Action item: The required answer is every line of the data containing the word "viewBox".

Given data:

-- -- --

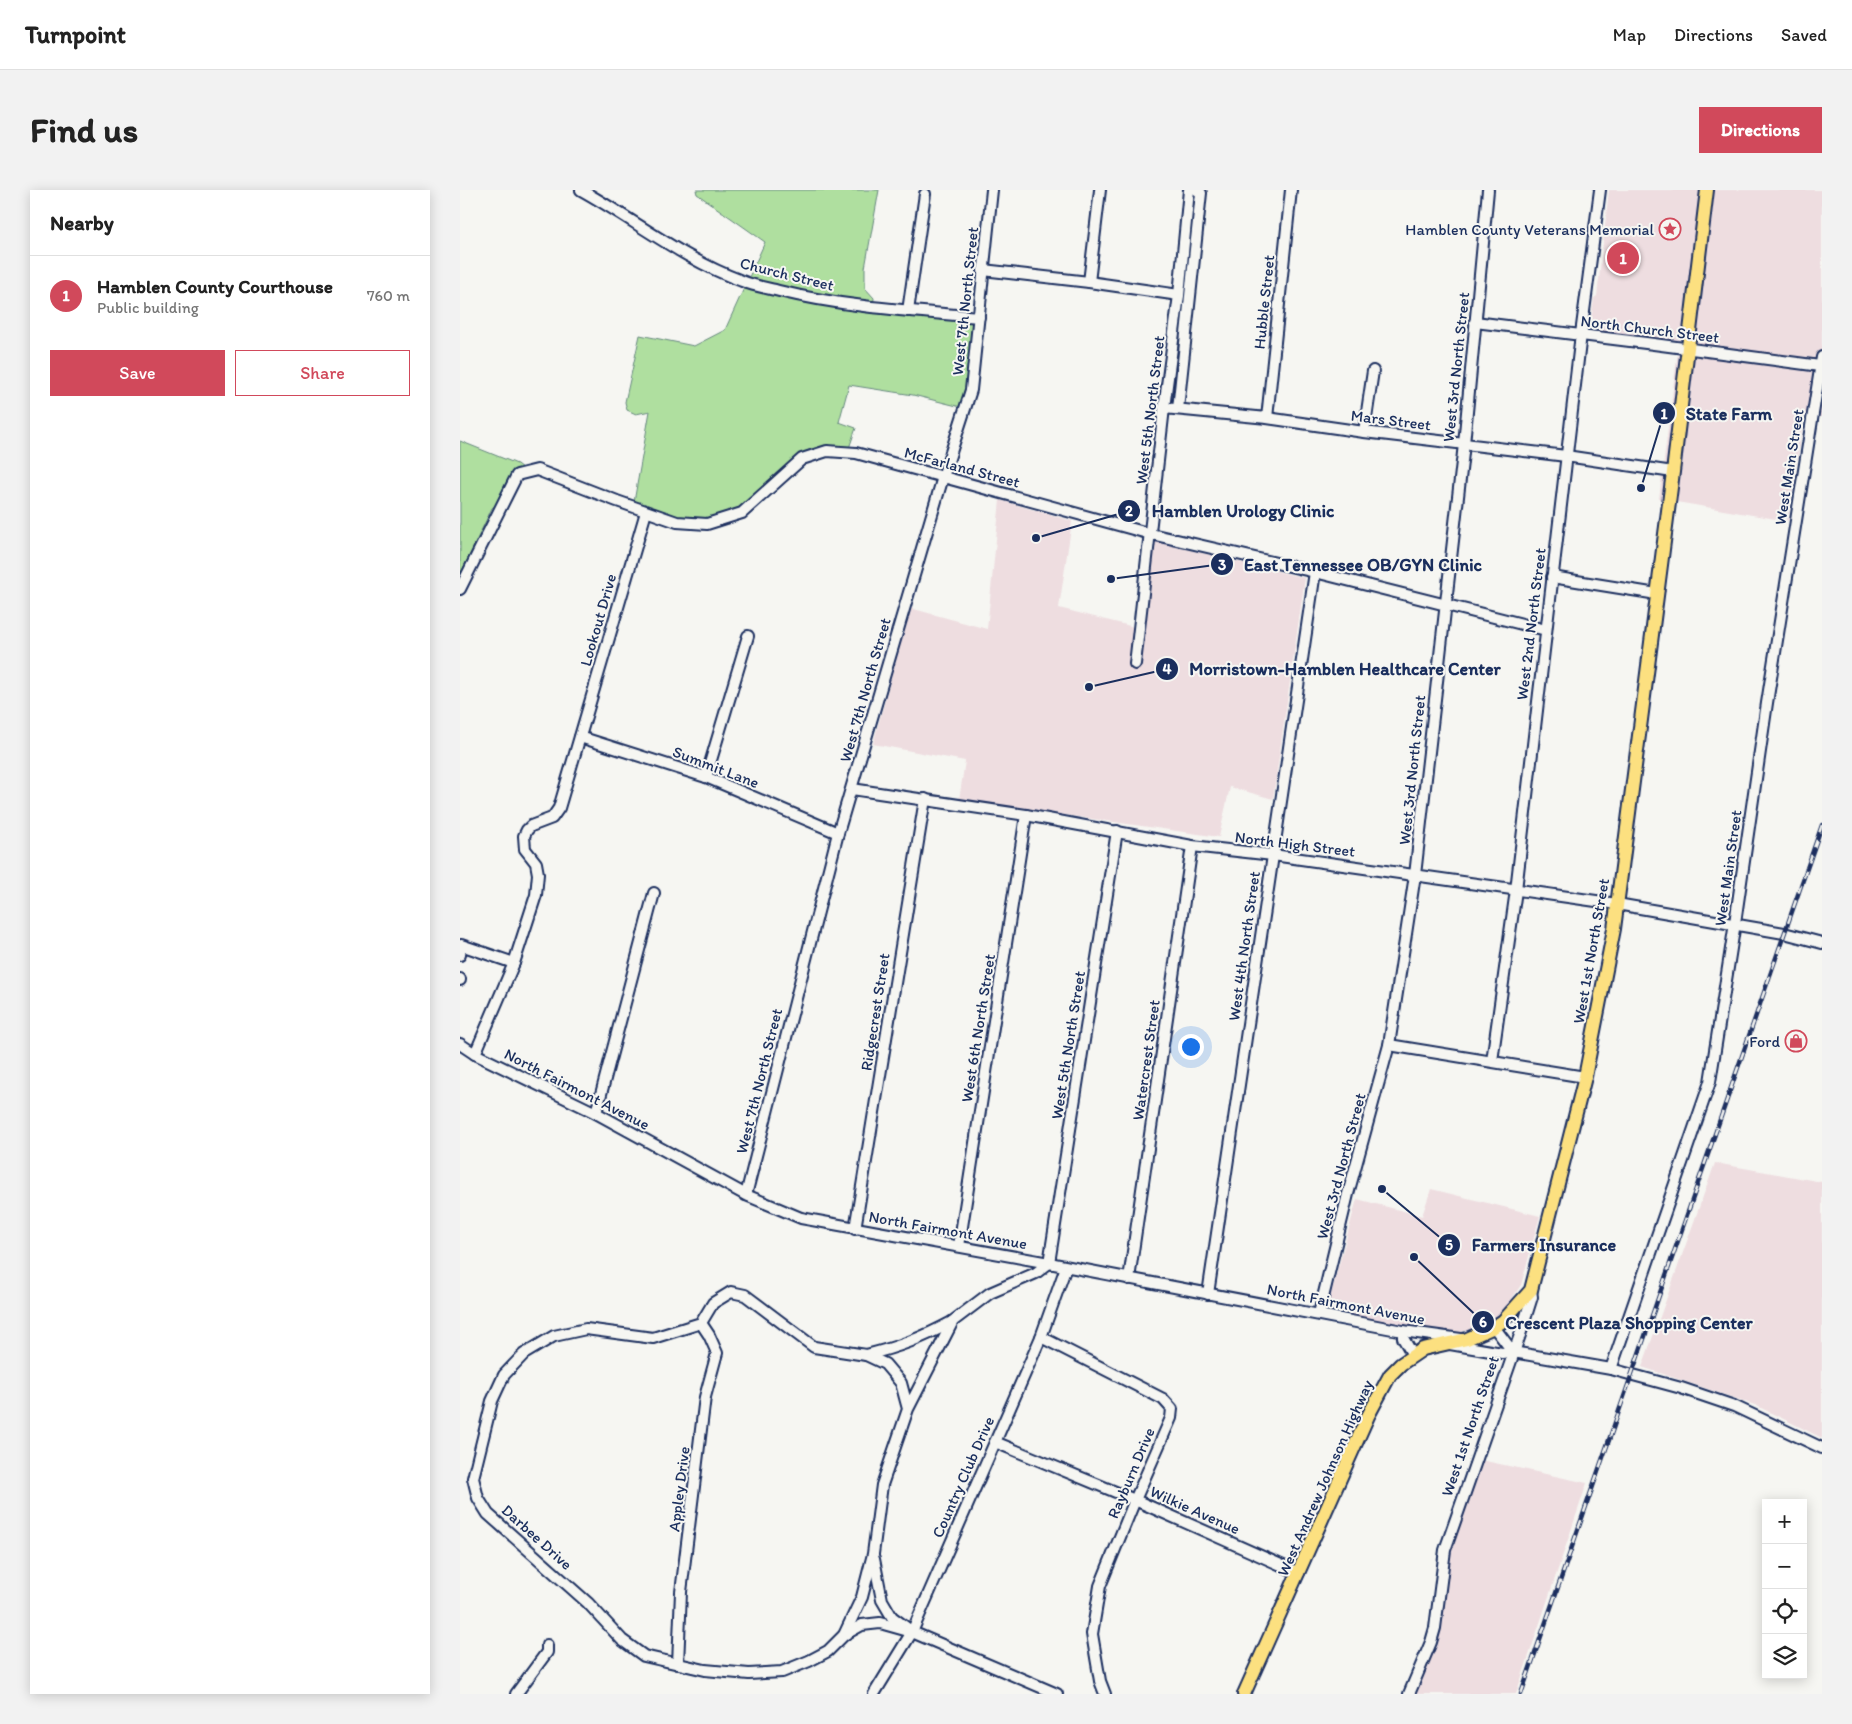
<!DOCTYPE html>
<html lang="en">
<head>
<meta charset="utf-8">
<style>
	body { margin:0; font-family:Itim,sans-serif; background:#f2f2f2; color:#222 }
	.controls { position:absolute; right:15px; bottom:15px; display:grid; overflow:hidden; border-radius:0px; box-shadow:0 2px 12px #0003 }
	.controls button { width:45px; height:45px; display:grid; place-items:center; padding:0; border:0; border-bottom:1px solid #e0e0e0; background:#fff; color:#222; font:25px sans-serif }
	.you { position:absolute; left:730px; top:856px; width:18px; height:18px; margin:-12px; border:4px solid #fff; border-radius:50%; background:#1a73e8; box-shadow:0 0 0 8px #1a73e833 }
	.badge { display:grid; place-items:center; width:32px; height:32px; border-radius:50%; background:#d1495b; color:#fff; font-size:16px; font-weight:700 }
	.pin { position:absolute; translate:-50% -50%; border:2px solid #fff; box-shadow:0 1px 5px #0006 }
	.list { margin:0; padding:0; list-style:none }
	h2 { display:flex; justify-content:space-between; align-items:center; height:65px; margin:0; padding:0 20px; font-size:21px }
	h2 small { font-size:16px; font-weight:400; color:#767676 }
	.list li { display:grid; grid-template-columns:32px 1fr auto; gap:15px; align-items:center; box-sizing:border-box; height:80px; padding:0 20px; border-top:1px solid #e0e0e0 }
	.list b { display:block; font-size:19px; white-space:nowrap }
	.list p { margin:0; font-size:16px; white-space:nowrap; color:#767676 }
	.list em { font-size:16px; font-style:normal; color:#767676 }
	.actions { display:flex; gap:10px; padding:15px 20px }
	.actions a { flex:1; padding:11px 0; border:1px solid #d1495b; border-radius:0px; text-align:center; font-size:18px; color:#d1495b }
	.actions .main { background:#d1495b; color:#fff }
	.icon { flex:none; width:28px; height:28px; fill:none; stroke:currentColor; stroke-width:2; stroke-linecap:round; stroke-linejoin:round }
	.map { position:relative; flex:none; width:1362px; height:1504px; overflow:hidden; border-radius:0px }
	header { display:flex; align-items:center; gap:30px; box-sizing:border-box; height:70px; padding:0 25px; background:#fff; border-bottom:1px solid #e0e0e0 }
	header strong { font-size:24px }
	nav { display:flex; gap:28px; margin-inline-start:auto; font-size:18px }
	.intro { display:flex; align-items:center; justify-content:space-between; box-sizing:border-box; height:120px; padding:0 30px }
	h1 { margin:0; font-size:35px }
	.button { padding:12px 22px; border-radius:0px; background:#d1495b; color:#fff; font-size:18px; font-weight:700 }
	main { display:flex; gap:30px; padding:0 30px }
	aside { flex:1; background:#fff; border-radius:0px; box-shadow:0 2px 12px #0003 }
	.map>svg:first-child { display:block }
	.built { fill:#eedde0 }
	.green { fill:#afdf9f; stroke:#65877e }
	.lines { fill:none; stroke-linecap:round; stroke-linejoin:round }
	.minor-casing { stroke:#1b2f5e; stroke-width:14 }
	.major-casing { stroke:#1b2f5e; stroke-width:16 }
	.minor { stroke:#f6f6f2; stroke-width:10 }
	.major { stroke:#fce080; stroke-width:12 }
	.rail-casing { stroke:#1b2f5e; stroke-width:4.5 }
	.rail { stroke:#f6f6f2; stroke-width:2.5; stroke-dasharray:8; stroke-linecap:butt }
	.labels { text-anchor:middle; dominant-baseline:central; stroke-width:4; stroke-linejoin:round; paint-order:stroke }
	.poi-label { font-size:16px; fill:#1b2f5e; stroke:#f6f6f2; text-anchor:end }
	.street-label { font-size:16px; fill:#1b2f5e; stroke:#f6f6f2 }
	.leader { fill:none; stroke:#1b2f5e; stroke-width:2 }
	.callout-dot { fill:#1b2f5e; stroke:#f6f6f2; stroke-width:2 }
	.mark-label { font-size:15px; text-anchor:middle; font-weight:bold; fill:#fff }
	.callout-label { font-size:18px; text-anchor:middle; font-weight:bold; fill:#1b2f5e; stroke:#f6f6f2; stroke-width:4; stroke-linejoin:round; paint-order:stroke }
</style>
</head>
<body>
<header>
<strong>Turnpoint</strong>
<nav><a>Map</a><a>Directions</a><a>Saved</a></nav>
</header>
<div class="intro"><h1>Find us</h1><a class="button">Directions</a></div>
<main>
<aside>
<h2>Nearby<small></small></h2>
<ul class="list">
<li><span class="badge">1</span><div><b>Hamblen County Courthouse</b><p>Public building</p></div><em>760 m</em></li>
</ul>
<div class="actions"><a class="main">Save</a><a>Share</a></div>
</aside>
<div class="map">
<svg width="1362" height="1504" viewBox="0 0 1362 1504">
	<rect width="100%" height="100%" fill="#f6f6f2"/>
	<filter id="ink" filterUnits="userSpaceOnUse"><feTurbulence type="fractalNoise" baseFrequency=".02" numOctaves="2"/><feDisplacementMap in="SourceGraphic" scale="10" xChannelSelector="R" yChannelSelector="G"/><feConvolveMatrix kernelMatrix="1 2 1 2 8 2 1 2 1" color-interpolation-filters="sRGB"/></filter>
	<g filter="url(#ink)">
		<g class="built">
			<polygon points="1149,0 1362,0 1362,227 1344,226 1328,331 1199,309 1219,152 1130,139 1134,108 1137,106"/>
			<polygon points="540,310 612,331 599,418 674,437 685,349 845,388 813,609 770,597 759,647 499,610 505,571 413,554 450,418 527,439"/>
			<polygon points="1255,973 1362,992 1362,1248 1295,1215 1182,1177"/>
			<polygon points="971,999 1080,1026 1061,1095 1045,1119 1036,1127 1022,1136 994,1144 983,1144 866,1122 897,1009 962,1026"/>
			<polygon points="1016,1269 1127,1293 1056,1504 949,1504 971,1452 984,1366"/>
		</g>
		<g class="green">
			<path d="M236 0H419L405 78V98L414 108 413 121 513 130 506 197 501 217 453 205 389 195 379 232 396 238 389 258C373 256 359 255 344 262 334 268 326 277 318 285 294 308 268 332 233 330 213 329 192 319 174 312L190 221 176 224 167 220 165 212 180 145 234 156 265 140 305 52 237 4Z"/>
			<polygon points="0,251 57,274 62,278 49,289 36,315 32,318 0,385"/>
		</g>
		<g class="lines">
			<g class="minor-casing">
				<g id="minor">
					<path d="M121 0C175 30 224 70 282 91 294 96 307 98 319 101 384 117 452 121 519 127"/>
					<polyline points="523,80 629,92 719,105"/>
					<polyline points="629,92 640,0"/>
					<polyline points="448,121 465,4"/>
					<polyline points="1015,132 1186,153 1360,176"/>
					<polyline points="704,218 807,228 904,242 1106,266 1213,282"/>
					<polyline points="718,219 741,3 737,0"/>
					<polyline points="807,228 831,0"/>
					<polyline points="904,242 913,181"/>
					<polyline points="1092,387 1197,404"/>
					<polyline points="0,399 57,285 77,280 157,311 217,332 247,334 282,323 342,269 367,261 396,263 691,344 855,382 1086,440"/>
					<polyline points="675,474 704,218 719,105 729,0"/>
					<polyline points="120,547 246,587 378,643"/>
					<polyline points="246,587 288,446"/>
					<polyline points="392,599 566,625 732,656 813,665 1157,714 1324,743 1362,753"/>
					<polyline points="0,765 1,755 54,773"/>
					<polyline points="0,789 0,790"/>
					<polyline points="0,854 15,864 136,923 286,1005 341,1028 589,1073 943,1141 1001,1149"/>
					<polyline points="929,855 1125,887"/>
					<polyline points="15,864 54,773 76,705 78,684 76,673 65,659 64,646 67,640 71,636 92,628 99,618 186,322"/>
					<polyline points="1032,871 1056,700 1121,144 1140,0"/>
					<polyline points="136,923 194,703"/>
					<polyline points="286,1005 378,643 483,287 511,200 532,0"/>
					<polyline points="395,1039 465,609"/>
					<polyline points="499,1056 566,625"/>
					<polyline points="589,1073 657,641"/>
					<polyline points="669,1089 732,656"/>
					<polyline points="748,1104 855,382"/>
					<polyline points="859,1124 888,1004 929,855 955,685 1004,254 1028,0"/>
					<polyline points="1034,1137 1053,1162"/>
					<polyline points="943,1141 943,1148 953,1165"/>
					<polyline points="581,1147 703,1209 712,1219 711,1228 675,1310 640,1396 632,1444 640,1491 645,1504"/>
					<polyline points="990,1154 1042,1163 1053,1162 1151,1179 1221,1198 1274,1216 1362,1258"/>
					<path d="M406 1165C439 1157 462 1148 492 1132"/>
					<polyline points="1151,1179 1250,892 1275,733 1307,513 1362,167"/>
					<polyline points="448,1219 441,1193 425,1174 406,1165 354,1157 285,1105 271,1102 253,1113 241,1133 193,1148 126,1139 94,1146 64,1164 44,1185 32,1211 13,1288 18,1308 28,1324 128,1413 162,1450 184,1466 245,1480 289,1484 322,1482 349,1471 368,1461 384,1445 402,1407 413,1364 422,1295 448,1219 493,1131 530,1103 576,1083 589,1073"/>
					<polyline points="535,1252 675,1310 839,1383"/>
					<polyline points="414,1369 422,1410 432,1427 447,1438"/>
					<polyline points="384,1445 402,1435 420,1433 452,1442 597,1504"/>
					<polyline points="218,1474 221,1402 245,1207 257,1163 249,1145 241,1133"/>
					<polyline points="56,1504 87,1462 87,1455"/>
					<polyline points="414,1504 452,1442 581,1147 606,1077"/>
					<polyline points="949,1504 971,1452 975,1438 985,1360 1060,1145 1072,1107 1071,1100"/>
				</g>
			</g>
			<g class="major-casing">
				<polyline id="major" points="784,1504 908,1226 930,1185 941,1174 963,1159 1007,1149 1034,1137 1043,1131 1071,1100 1125,887 1154,739 1213,282 1247,0"/>
			</g>
			<use href="#minor" class="minor"/>
			<use href="#major" class="major"/>
			<g class="rail-casing">
				<polyline id="rail" points="1061,1504 1362,635"/>
			</g>
			<use href="#rail" class="rail"/>
		</g>
	</g>
	<defs>
		<g id="sight-ring" transform="scale(1.125)"><circle r="9.5" fill="#f6f6f2" stroke="#d1495b" stroke-width="1.5"/><path d="M0-6L1.8-2.2L6-1.7L2.9 1.2L3.7 5.4L0 3.3L-3.7 5.4L-2.9 1.2L-6-1.7L-1.8-2.2Z" fill="#d1495b"/></g>
		<g id="shop-ring" transform="scale(1.125)"><circle r="9.5" fill="#f6f6f2" stroke="#d1495b" stroke-width="1.5"/><path d="M-5-2.5h2.3a2.7 3.5 0 0 1 5.4 0H5L5.5 6h-11ZM-1.5-2.5h3a1.5 2.3 0 0 0-3 0Z" fill="#d1495b"/></g>
	</defs>
	<g fill-rule="evenodd">
		<use href="#sight-ring" x="1210" y="39"/>
		<use href="#shop-ring" x="1336" y="851"/>
	</g>
	<g class="labels">
		<g class="poi-label">
			<text x="1194" y="39">Hamblen County Veterans Memorial</text>
			<text x="1320" y="851">Ford</text>
		</g>
		<g class="street-label">
			<text transform="translate(327 84) rotate(14)">Church Street</text>
			<text transform="translate(505 111) rotate(-84)">West 7th North Street</text>
			<text transform="translate(804 112) rotate(-84)">Hubble Street</text>
			<text transform="translate(1190 139) rotate(7)">North Church Street</text>
			<text transform="translate(996 177) rotate(-84)">West 3rd North Street</text>
			<text transform="translate(690 220) rotate(-83)">West 5th North Street</text>
			<text transform="translate(931 230) rotate(7)">Mars Street</text>
			<text transform="translate(502 277) rotate(15)">McFarland Street</text>
			<text transform="translate(1329 277) rotate(-81)">West Main Street</text>
			<text transform="translate(138 430) rotate(-74)">Lookout Drive</text>
			<text transform="translate(1071 434) rotate(-83)">West 2nd North Street</text>
			<text transform="translate(405 500) rotate(-74)">West 7th North Street</text>
			<text transform="translate(256 577) rotate(21)">Summit Lane</text>
			<text transform="translate(952 580) rotate(-84)">West 3rd North Street</text>
			<text transform="translate(835 654) rotate(7)">North High Street</text>
			<text transform="translate(1268 678) rotate(-82)">West Main Street</text>
			<text transform="translate(784 756) rotate(-82)">West 4th North Street</text>
			<text transform="translate(1131 761) rotate(-80)">West 1st North Street</text>
			<text transform="translate(415 822) rotate(-81)">Ridgecrest Street</text>
			<text transform="translate(518 838) rotate(-81)">West 6th North Street</text>
			<text transform="translate(608 855) rotate(-81)">West 5th North Street</text>
			<text transform="translate(686 870) rotate(-82)">Watercrest Street</text>
			<text transform="translate(299 891) rotate(-76)">West 7th North Street</text>
			<text transform="translate(117 899) rotate(27)">North Fairmont Avenue</text>
			<text transform="translate(881 976) rotate(-75)">West 3rd North Street</text>
			<text transform="translate(488 1040) rotate(10)">North Fairmont Avenue</text>
			<text transform="translate(886 1114) rotate(11)">North Fairmont Avenue</text>
			<text transform="translate(1010 1236) rotate(-71)">West 1st North Street</text>
			<text transform="translate(671 1283) rotate(-67)">Rayburn Drive</text>
			<text transform="translate(503 1287) rotate(-66)">Country Club Drive</text>
			<text transform="translate(865 1288) rotate(-66)">West Andrew Johnson Highway</text>
			<text transform="translate(219 1299) rotate(-83)">Appley Drive</text>
			<text transform="translate(735 1320) rotate(24)">Wilkie Avenue</text>
			<text transform="translate(77 1347) rotate(42)">Darbee Drive</text>
		</g>
	</g>
	<path class="leader" d="M1181 298L1204 223M576 348L669 321M651 389L762 374M629 497L707 479M922 999L989 1055M954 1067L1023 1132"/>
	<g class="callout-dot">
		<circle cx="1181" cy="298" r="5"/>
		<circle cx="576" cy="348" r="5"/>
		<circle cx="651" cy="389" r="5"/>
		<circle cx="629" cy="497" r="5"/>
		<circle cx="922" cy="999" r="5"/>
		<circle cx="954" cy="1067" r="5"/>
		<circle cx="1204" cy="223" r="12"/>
		<circle cx="669" cy="321" r="12"/>
		<circle cx="762" cy="374" r="12"/>
		<circle cx="707" cy="479" r="12"/>
		<circle cx="989" cy="1055" r="12"/>
		<circle cx="1023" cy="1132" r="12"/>
	</g>
	<g class="mark-label">
		<text x="1204" y="229">1</text>
		<text x="669" y="326">2</text>
		<text x="762" y="380">3</text>
		<text x="707" y="484">4</text>
		<text x="989" y="1060">5</text>
		<text x="1023" y="1137">6</text>
	</g>
	<g class="callout-label">
		<text x="1269" y="230">State Farm</text>
		<text x="783" y="327">Hamblen Urology Clinic</text>
		<text x="903" y="381">East Tennessee OB/GYN Clinic</text>
		<text x="885" y="485">Morristown-Hamblen Healthcare Center</text>
		<text x="1084" y="1061">Farmers Insurance</text>
		<text x="1169" y="1139">Crescent Plaza Shopping Center</text>
	</g>
</svg>
<div class="controls">
<button>+</button>
<button>−</button>
<button><svg class="icon" aria-label="locate" viewBox="0 0 24 24"><circle cx="12" cy="12" r="6"/><path d="M12 2v4M12 18v4M2 12h4M18 12h4"/></svg></button>
<button><svg class="icon" aria-label="layers" viewBox="0 0 24 24"><path d="M12 4l9 5-9 5-9-5zM3 14l9 5 9-5"/></svg></button>
</div>
<div class="you"></div>
<div class="pin badge" style="left:1163px;top:68px">1</div>
</div>
</main>
</body>
</html>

-- -- --

Solution to this task:
<svg width="1362" height="1504" viewBox="0 0 1362 1504">
<button><svg class="icon" aria-label="locate" viewBox="0 0 24 24"><circle cx="12" cy="12" r="6"/><path d="M12 2v4M12 18v4M2 12h4M18 12h4"/></svg></button>
<button><svg class="icon" aria-label="layers" viewBox="0 0 24 24"><path d="M12 4l9 5-9 5-9-5zM3 14l9 5 9-5"/></svg></button>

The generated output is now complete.